Dearest Gentle Reader, if you have a Max subscription, it’s time to stop waiting by the window for Bridgerton Season 4, and get into a new romance series instead! While yes, the next season which is going to star Benedict and the debut of his love interest, Sophie, has officially been in production since fall, considering how long it takes to film a season we’re likely looking at a 2026 premiere date for the Netflix show. In the meantime, I just started getting into the TV adaptation of Like Water For Chocolate, and I absolutely recommend it.
There’ve been other shows like Bridgerton before, but this one hits the mark for how beautifully dramatic and epic the forbidden romance at the center of it is. Let me talk about why you need to tune into the new Max series:
What Is Like Water For Chocolate About?
Like Water For Chocolate is an adaptation of the Mexican novel of the same name by Laura Esquivel (originally Como agua para chocolate) and was previously made into a movie in 1992. The Spanish-language series follows a family of women living during the Mexican Revolution in the early 1900s. The story centers on the domineering and single Mama Elena and her three daughters, Rosaura, Gertrudis and Tita. The youngest daughter, Tita, falls in love with a boy named Pedro as a girl and their bond continues into adulthood, where Pedro decides to ask for Tita’s hand in marriage. However, her mother has another fate for her in store: to have Tita remain unmarried and take care of her until she dies.
Why I’m Loving It, And I Think More Bridgerton Fans Will Too
As you can ascertain from the plotline, it’s by no means a carbon copy of Bridgerton; it’s totally it’s own thing. However, like Bridgerton, it takes place in a time when getting married was seen as a business agreement rather than a confession of love, and for some reason it’s always entertaining to me to see how that tension affected young people at that time.

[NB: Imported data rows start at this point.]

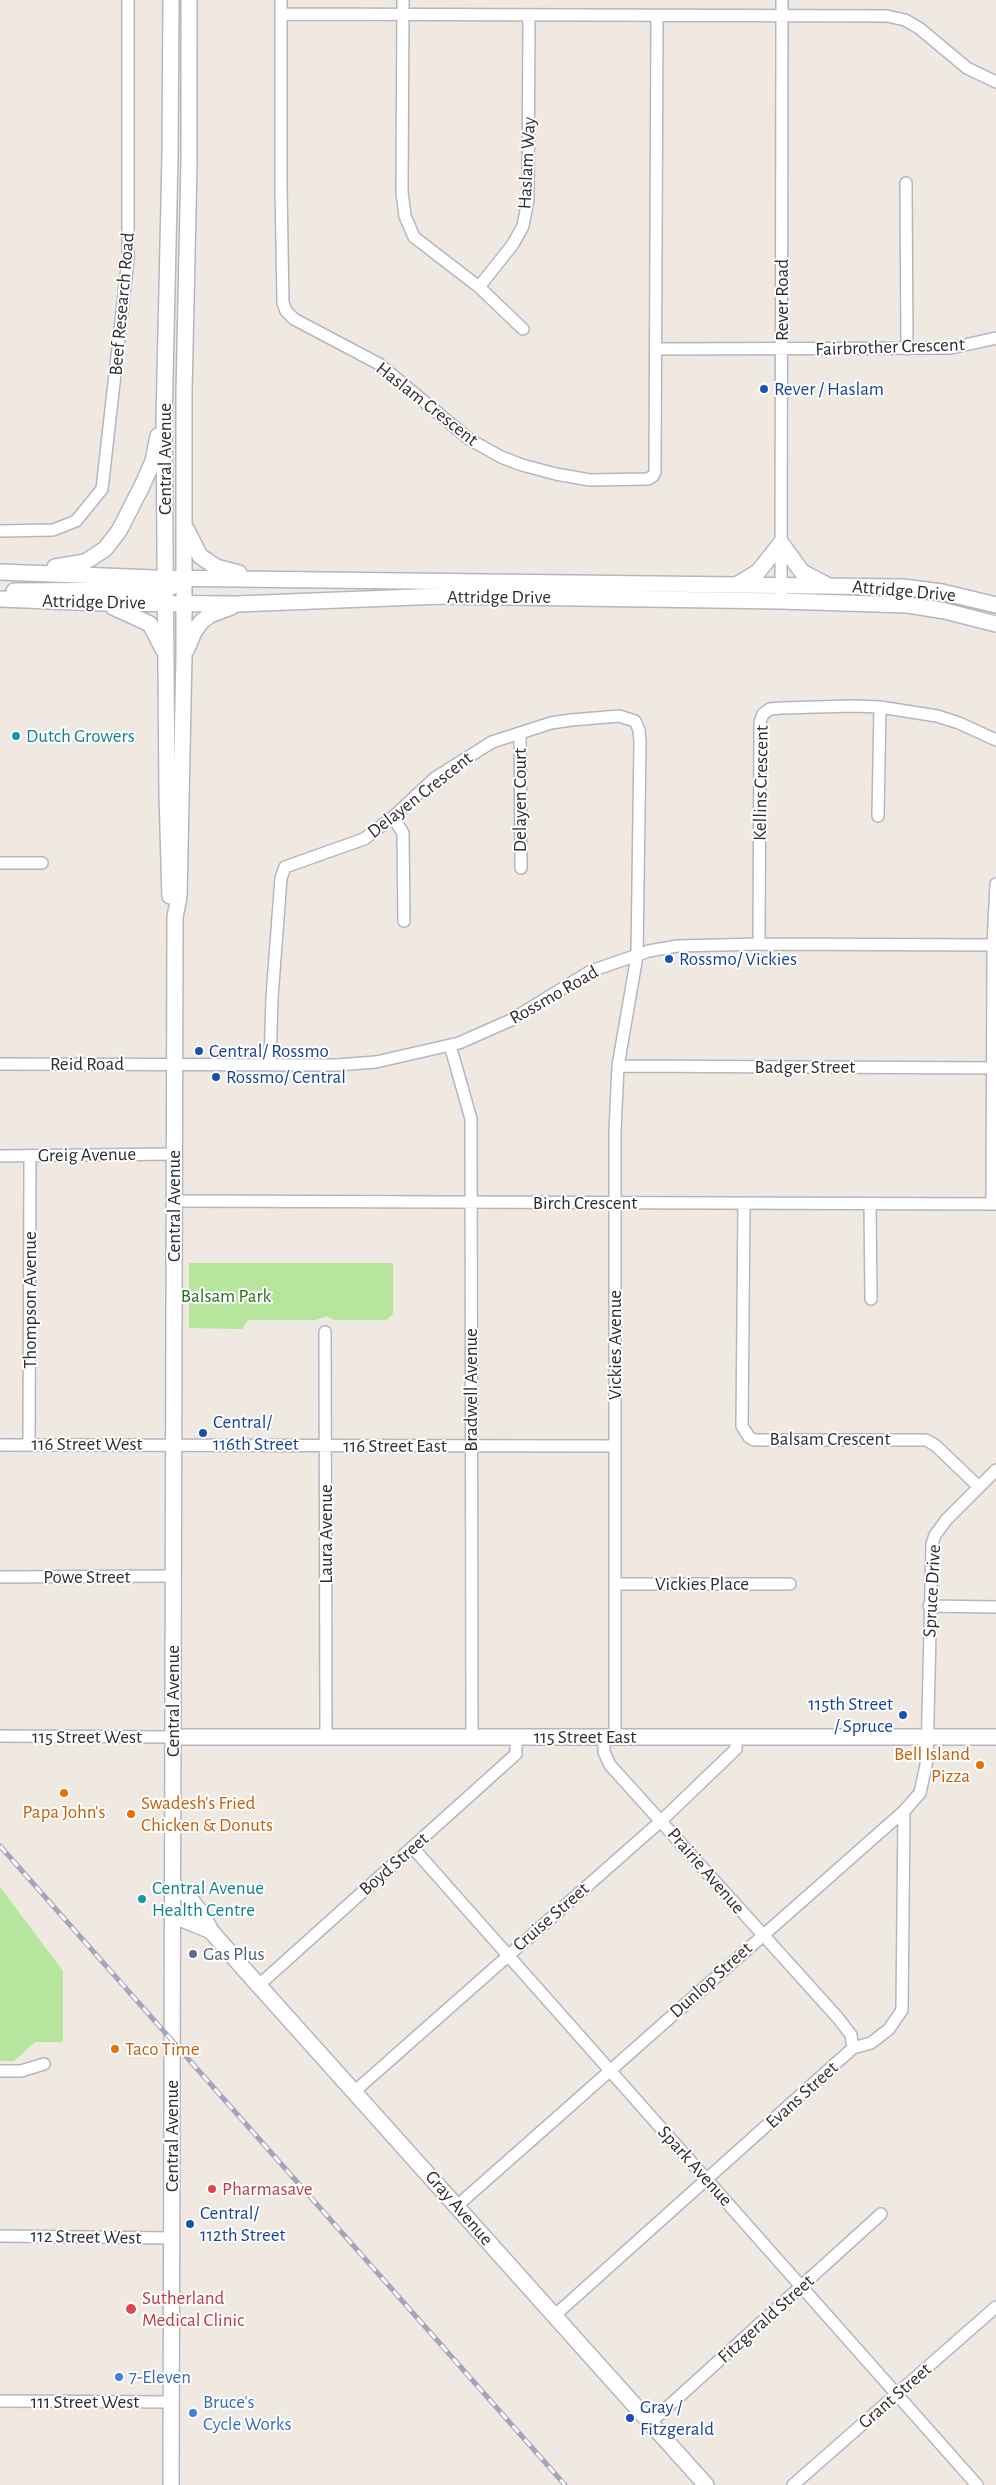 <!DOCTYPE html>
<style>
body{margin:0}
canvas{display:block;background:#efe9e1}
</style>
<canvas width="996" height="2485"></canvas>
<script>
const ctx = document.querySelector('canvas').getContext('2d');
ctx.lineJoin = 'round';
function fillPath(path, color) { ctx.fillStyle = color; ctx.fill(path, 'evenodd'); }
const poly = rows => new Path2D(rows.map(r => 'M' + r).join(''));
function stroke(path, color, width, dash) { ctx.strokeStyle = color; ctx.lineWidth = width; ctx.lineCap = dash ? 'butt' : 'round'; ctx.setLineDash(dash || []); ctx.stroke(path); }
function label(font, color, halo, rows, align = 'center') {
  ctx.font = font + ' "Alegreya Sans",sans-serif'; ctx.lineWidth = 4; ctx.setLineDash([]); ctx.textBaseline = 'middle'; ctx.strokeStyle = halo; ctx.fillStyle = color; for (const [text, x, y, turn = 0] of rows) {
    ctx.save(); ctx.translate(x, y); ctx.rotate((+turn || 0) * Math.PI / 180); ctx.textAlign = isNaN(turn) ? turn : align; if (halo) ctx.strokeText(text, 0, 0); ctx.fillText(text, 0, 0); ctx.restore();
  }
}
fillPath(poly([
 [189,1263,393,1263,393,1314,386,1320,334,1320,327,1316,316,1320,248,1320,242,1329,189,1328],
 [0,1887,63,1971,63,2042,35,2042,14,2061,0,2061]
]), '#b6e59e');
const street = poly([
 [281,0,281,187,283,303,286,311,294,319,379,364,469,439,501,457,522,465,556,474,590,480,648,479,653,476,655,472,657,15],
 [403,0,402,192,405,216,414,237,479,287,513,244,523,226,528,200,529,16],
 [282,14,887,16,905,20,919,28,967,68,996,82],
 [906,183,907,349],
 [479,287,523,329],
 [656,349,951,348,996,338],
 [0,531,53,530,76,521,102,489,128,259,128,0],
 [781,593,782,0],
 [520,733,521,868],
 [878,816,880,707],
 [393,817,403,833,404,921],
 [0,863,42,863],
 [759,944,760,722,763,714,770,709,782,708,852,706,880,707,937,716,959,723,996,740],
 [450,1045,471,1119,472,1737],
 [0,1064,337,1065,376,1062,459,1043,511,1020,591,971,649,951,677,946,759,944,996,945],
 [270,1064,272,997,281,878,285,867,364,839,393,817,435,778,492,742,551,723,571,720,619,716,635,721,639,730,640,742,637,956,618,1066,615,1131,615,1736],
 [618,1066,996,1068],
 [0,1156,174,1154],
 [174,1201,996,1204],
 [744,1204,742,1426,749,1437,754,1440,926,1440,935,1445,979,1487],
 [870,1204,871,1299],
 [992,1204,993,945,996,884],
 [325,1332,326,1737],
 [0,1445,615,1446],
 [29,1445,30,1156],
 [0,1577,174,1576],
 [615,1584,790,1584],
 [929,1606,996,1607],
 [0,1736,174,1737],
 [604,1737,604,1752,610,1765,838,2018,851,2035,853,2048],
 [413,1848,977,2485],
 [259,1985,516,1754,516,1737],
 [0,2071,21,2071,44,2064],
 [355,2091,662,1820,736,1749,736,1736],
 [458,2205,904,1811,920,1793,927,1760,932,1544,935,1535,947,1519,996,1470],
 [0,2236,171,2238],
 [554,2316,853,2048,871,2043,889,2029,902,2010,904,1811],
 [0,2401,171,2402],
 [650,2423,881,2214],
 [793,2485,996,2307]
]);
const secondary = poly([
 [187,530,200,556,216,567,239,573],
 [55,567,85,562,105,549,119,531,142,486,153,461,158,436],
 [0,572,155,578,903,587,942,592,996,605],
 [738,584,758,572,781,543,802,572,825,584],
 [14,591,155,590,165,590,173,586],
 [0,599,102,603,237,604,442,596,781,601,908,605,945,611,996,624],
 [113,607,150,624,163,649],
 [187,649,194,632,201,622,210,615,231,607],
 [170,896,167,795,164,421,170,157,171,0],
 [174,1737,996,1737],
 [172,1884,189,1897,203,1916,211,1931,244,1969,706,2485],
 [172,1915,211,1931],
 [171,2485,175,917,179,897,184,655,184,393,189,163,189,0]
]);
stroke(street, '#b4b7c1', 14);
stroke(secondary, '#b4b7c1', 18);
stroke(street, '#fff', 11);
stroke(secondary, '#fff', 15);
const rail = poly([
 [0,1846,565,2485]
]);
stroke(rail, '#a3a6b8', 5);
stroke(rail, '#fff', 3, [9]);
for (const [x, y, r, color] of [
 [764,389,5,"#1a4fb4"],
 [16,736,5,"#0f9aa8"],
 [669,959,5,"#1a4fb4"],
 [199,1051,5,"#1a4fb4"],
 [216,1077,5,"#1a4fb4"],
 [203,1433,5,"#1a4fb4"],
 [903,1715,5,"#1a4fb4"],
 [980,1765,5,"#e8710a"],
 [64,1793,5,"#e8710a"],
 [131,1814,5,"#e8710a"],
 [142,1899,5,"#0f9aa8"],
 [193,1954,5,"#5c6f8a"],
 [115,2049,5,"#e8710a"],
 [212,2189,5,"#e0444e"],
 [190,2224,5,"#1a4fb4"],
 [131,2309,6,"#e0444e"],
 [119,2377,5,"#3f7fe0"],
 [193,2413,5,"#3f7fe0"],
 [630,2418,5,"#1a4fb4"]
]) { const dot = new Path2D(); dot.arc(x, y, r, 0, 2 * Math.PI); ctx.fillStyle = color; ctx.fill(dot); stroke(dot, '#fff', 2); }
label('19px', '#2e2e2e', '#fff', [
 ["Haslam Way",527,163,-87],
 ["Rever Road",782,300,-90],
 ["Beef Research Road",122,304,-85],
 ["Fairbrother Crescent",890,347,-2],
 ["Haslam Crescent",427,404,38],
 ["Central Avenue",165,459,-90],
 ["Attridge Drive",904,591,5],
 ["Attridge Drive",499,597],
 ["Attridge Drive",94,602,1],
 ["Kellins Crescent",761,783,-89],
 ["Delayen Crescent",420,795,-38],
 ["Delayen Court",520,800,-90],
 ["Rossmo Road",554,995,-30],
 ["Reid Road",87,1064],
 ["Badger Street",805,1067],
 ["Greig Avenue",87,1155,-1],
 ["Birch Crescent",585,1203],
 ["Central Avenue",174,1206,-90],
 ["Thompson Avenue",30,1300,-90],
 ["Vickies Avenue",615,1345,-90],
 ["Bradwell Avenue",471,1390,-90],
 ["Balsam Crescent",830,1439],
 ["116 Street West",87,1444],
 ["116 Street East",395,1446],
 ["Laura Avenue",326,1534,-90],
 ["Powe Street",87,1577],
 ["Vickies Place",702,1584],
 ["Spruce Drive",932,1591,-87],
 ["Central Avenue",173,1701,-90],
 ["115 Street West",87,1737],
 ["115 Street East",585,1737],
 ["Boyd Street",394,1864,-41],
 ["Prairie Avenue",706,1871,49],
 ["Cruise Street",551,1917,-41],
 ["Dunlop Street",711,1980,-42],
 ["Evans Street",802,2095,-42],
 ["Central Avenue",172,2136,-90],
 ["Spark Avenue",695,2166,48],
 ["Gray Avenue",459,2208,49],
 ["112 Street West",86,2237,1],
 ["Fitzgerald Street",766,2319,-42],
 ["Grant Street",895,2396,-41],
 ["111 Street West",85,2402]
]);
label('19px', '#164399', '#fff', [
 ["Rever / Haslam",774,389],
 ["Rossmo/ Vickies",679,959],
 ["Central/ Rossmo",209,1051],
 ["Rossmo/ Central",226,1077],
 ["Central/",213,1422],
 ["116th Street",213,1444],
 ["115th Street",893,1704,"right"],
 ["/ Spruce",893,1726,"right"],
 ["Central/",200,2213],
 ["112th Street",200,2235],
 ["Gray /",640,2407],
 ["Fitzgerald",640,2429]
], 'left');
label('19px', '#0d838f', '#fff', [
 ["Dutch Growers",26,736],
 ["Central Avenue",152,1888],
 ["Health Centre",152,1910]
], 'left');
label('19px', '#2c6e1b', '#fff', [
 ["Balsam Park",226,1296]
]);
label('19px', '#c56008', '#fff', [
 ["Bell Island",970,1754,"right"],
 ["Pizza",970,1776,"right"],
 ["Swadesh's Fried",141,1803],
 ["Chicken & Donuts",141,1825],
 ["Papa John's",64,1812,"center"],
 ["Taco Time",125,2049]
], 'left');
label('19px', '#4e5e75', '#fff', [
 ["Gas Plus",203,1954]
], 'left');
label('19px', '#be3a42', '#fff', [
 ["Pharmasave",222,2189],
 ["Sutherland",142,2298],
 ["Medical Clinic",142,2320]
], 'left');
label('19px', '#366cbe', '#fff', [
 ["7-Eleven",129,2377],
 ["Bruce's",203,2402],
 ["Cycle Works",203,2424]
], 'left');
</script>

The plotline reminds me a tad of my favorite Bridgerton couple from Season 2, Kate and Anthony. Their romance first started when he proposed to her sister Edwina, even though as it turned out he longed for Kate.
As someone who has a sister myself, there’s something just biting about the idea of someone I love being snatched up by my sibling when I have my own feelings about them, and Like Water For Chocolate handles the deep emotions Tita is dealing with so well. Not only does Tita have to watch her lover marry her sister, she is basically being doomed to never find love again, and I’m so invested in how everything will play out in the week-to-week show, which only adds to the tension and yearning filling this show.
Like Water For Chocolate Is Also Reminiscent Of Two Another Romance Classics
The series was produced by Salma Hayek, who had a funny text exchange moment with her leading cast when they got the roles, which CinemaBlend learned when speaking to the show’s Tita and Gertrudis (Azul Guaita & Andrea Chaparro). They also told us that they were asked to watch the 2005 Pride & Prejudice because it informed the tone the series was going for. Guaita said she watched the Keira Knightley movie for the first time for her role of Tita and found it to be “like magic”. She also called the movie “a puzzle piece” that informed working on the series for her.